Bundestag erlöst Gaskunden von milliardenschwerer Umlage: Neue Entlastung ab 2024
Der Bundestag hat beschlossen, die Gaskunden in Deutschland von der Kostenlast der Gasspeicherumlage zu befreien. Diese Entscheidung bringt ab dem kommenden Jahr den Bundeshaushalt ins Spiel, der die finanzielle Bürde von derzeit etwa 3,4 Milliarden Euro jährlich übernimmt.
Diese Maßnahme bedeutet für einen typischen Vierpersonenhaushalt eine Entlastung von jährlich rund 30 bis 60 Euro, abhängig vom tatsächlichen Verbrauch. Die Reform fand Unterstützung durch die Stimmen der Koalitionspartner Union und SPD, während Grüne und AfD dagegen stimmten und die Linke sich der Stimme enthielt.
Besonders die Grünen kritisierten die Entscheidung mit dem Argument, dass die Gelder besser in echte Klimaschutzmaßnahmen wie Wärmepumpen oder Gebäudedämmung investiert werden sollten.

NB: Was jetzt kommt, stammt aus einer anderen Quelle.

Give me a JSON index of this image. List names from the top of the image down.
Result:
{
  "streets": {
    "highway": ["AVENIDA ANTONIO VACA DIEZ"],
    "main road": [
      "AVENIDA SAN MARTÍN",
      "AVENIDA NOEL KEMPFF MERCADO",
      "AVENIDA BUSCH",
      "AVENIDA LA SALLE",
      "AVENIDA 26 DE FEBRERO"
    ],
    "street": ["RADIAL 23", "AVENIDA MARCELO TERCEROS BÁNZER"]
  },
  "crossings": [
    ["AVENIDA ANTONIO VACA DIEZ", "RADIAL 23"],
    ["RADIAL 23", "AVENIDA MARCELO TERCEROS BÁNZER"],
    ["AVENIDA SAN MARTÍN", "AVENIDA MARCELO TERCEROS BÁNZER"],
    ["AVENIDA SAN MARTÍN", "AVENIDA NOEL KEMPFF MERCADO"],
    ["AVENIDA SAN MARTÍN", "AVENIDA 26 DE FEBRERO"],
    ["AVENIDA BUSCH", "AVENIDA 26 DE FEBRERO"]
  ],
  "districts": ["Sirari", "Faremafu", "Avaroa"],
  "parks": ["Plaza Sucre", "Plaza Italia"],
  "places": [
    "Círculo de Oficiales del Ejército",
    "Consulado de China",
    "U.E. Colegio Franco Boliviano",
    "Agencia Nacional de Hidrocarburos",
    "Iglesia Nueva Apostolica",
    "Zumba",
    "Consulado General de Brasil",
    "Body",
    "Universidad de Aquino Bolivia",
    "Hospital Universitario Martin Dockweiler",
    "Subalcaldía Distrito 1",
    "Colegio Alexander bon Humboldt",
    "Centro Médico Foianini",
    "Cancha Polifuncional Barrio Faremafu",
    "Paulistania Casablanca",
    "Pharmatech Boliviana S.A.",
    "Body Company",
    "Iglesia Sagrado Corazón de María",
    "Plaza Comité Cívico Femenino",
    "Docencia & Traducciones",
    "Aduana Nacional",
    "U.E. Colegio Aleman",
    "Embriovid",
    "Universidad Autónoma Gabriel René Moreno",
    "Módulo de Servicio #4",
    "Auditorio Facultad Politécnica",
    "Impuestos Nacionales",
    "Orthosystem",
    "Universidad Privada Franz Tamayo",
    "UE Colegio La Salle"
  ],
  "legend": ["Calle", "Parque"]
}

Die Linke betonte, dass alternative Zukunftsinvestitionen wie die Senkung der Stromsteuer oder die Einführung eines Klimageldes relevanter seien.
Das bisher durch die Umlage erhobene Geld diente der Finanzierung der Gasspeicherbefüllung und stellte etwa 2,4 Prozent des Gaspreises für Privatkunden und 5 Prozent für industrielle Großkunden dar. Jetzt sollen die Mittel aus dem Klima- und Transformationsfonds (KTF) bereitgestellt werden.
Der Verband kommunaler Unternehmen (VKU) kündigte an, dass kommunale Versorger die Entlastung direkt an die Kunden weitergeben werden. Allerdings weist der VKU darauf hin, dass der Gaspreis aus mehreren schwankenden Komponenten besteht, weshalb die generelle Endrasensenkung nicht garantiert sei.